Pour la mener à bien, plus de deux millions d’enquêteurs. Temps estimé de ce travail : six mois. Livraison des données analysées : février 2011. Coût de l’opération : 35 milliards de roupies (environ 580 millions d’euros).

Si vous vous intéressez à l’Inde et lisez l’anglais, nous vous recommandons la lecture de quelques-uns des (souvent très bons) journaux du pays.

Tout d’abord l’excellent hebdomadaire India Today, sorte de Newsweek indien, accessible en ligne à cette adresse, et qu’on peut aussi trouver en France, chez quelques commerçants indiens ou sri-lankais. L’hebdo, souvent très critique vis à vis des politiques et de leurs administrations, publie régulièrement de grands dossiers sur l’économie de l’Inde et l’évolution de la vie des Indiens. Ces articles sont souvent assez faciles d’accès grâce à la qualité du travail d’édition (beaucoup de graphiques, d’infographie…). Ici, un court article d’India Today sur le lancement du recensement.

Ensuite, parmi tous les quotidiens publiés en langue anglaise : le Hindustan Times, dont le site web reprend de nombreux contenus, le Times of India (en ligne ici), on encore le Hindu, autre journal de référence.
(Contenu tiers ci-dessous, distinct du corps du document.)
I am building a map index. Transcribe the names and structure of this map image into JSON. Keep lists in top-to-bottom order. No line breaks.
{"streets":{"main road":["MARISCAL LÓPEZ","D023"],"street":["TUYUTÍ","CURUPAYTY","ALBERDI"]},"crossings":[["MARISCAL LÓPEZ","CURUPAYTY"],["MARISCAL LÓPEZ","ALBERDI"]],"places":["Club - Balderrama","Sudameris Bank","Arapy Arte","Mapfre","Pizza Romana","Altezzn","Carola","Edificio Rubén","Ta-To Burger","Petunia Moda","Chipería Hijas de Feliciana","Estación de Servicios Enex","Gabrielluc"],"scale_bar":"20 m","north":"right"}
A voir, cet article du Hindustan sur le début de l’opération de comptage, qualifiée de “mother of all headcounts”, “la mère de tous les recensements” ; et la page plus complète, sur le même thème, du Times of India.
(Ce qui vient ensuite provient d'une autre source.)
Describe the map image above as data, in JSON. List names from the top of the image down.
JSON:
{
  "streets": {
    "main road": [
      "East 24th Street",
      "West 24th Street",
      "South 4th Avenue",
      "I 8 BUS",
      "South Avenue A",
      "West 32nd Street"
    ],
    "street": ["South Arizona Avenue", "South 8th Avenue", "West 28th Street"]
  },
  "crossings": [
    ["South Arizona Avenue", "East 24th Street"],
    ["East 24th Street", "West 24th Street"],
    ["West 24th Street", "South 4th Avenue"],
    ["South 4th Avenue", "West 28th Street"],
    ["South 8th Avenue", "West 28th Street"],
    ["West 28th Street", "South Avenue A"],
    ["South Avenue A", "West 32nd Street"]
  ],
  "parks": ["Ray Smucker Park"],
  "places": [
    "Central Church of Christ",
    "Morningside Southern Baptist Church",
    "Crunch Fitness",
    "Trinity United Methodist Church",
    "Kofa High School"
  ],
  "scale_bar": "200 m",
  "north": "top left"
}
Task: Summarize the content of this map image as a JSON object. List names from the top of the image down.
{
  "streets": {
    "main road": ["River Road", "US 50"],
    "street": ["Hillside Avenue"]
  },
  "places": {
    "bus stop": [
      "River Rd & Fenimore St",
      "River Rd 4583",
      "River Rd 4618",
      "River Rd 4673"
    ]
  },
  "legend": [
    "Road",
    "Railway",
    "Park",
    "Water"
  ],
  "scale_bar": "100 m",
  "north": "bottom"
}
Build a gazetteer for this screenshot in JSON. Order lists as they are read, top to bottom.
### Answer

Enfin, pour une vision plus complète de la façon dont les journaux indiens chroniquent la vie politique et sociale du pays, il faut bien sûr se pencher sur le travail de Tehelka, formidable projet de presse indépendant, sous la double forme d’un hebdo souvent très grinçant et d’un site web ad hoc, tehelka.com. A l’échelle du pays, le tirage de l’hebdo lui donne des airs de petit poucet (110 000 exemplaires par semaine), mais son poids dans le débat public est de plus en plus impressionnant.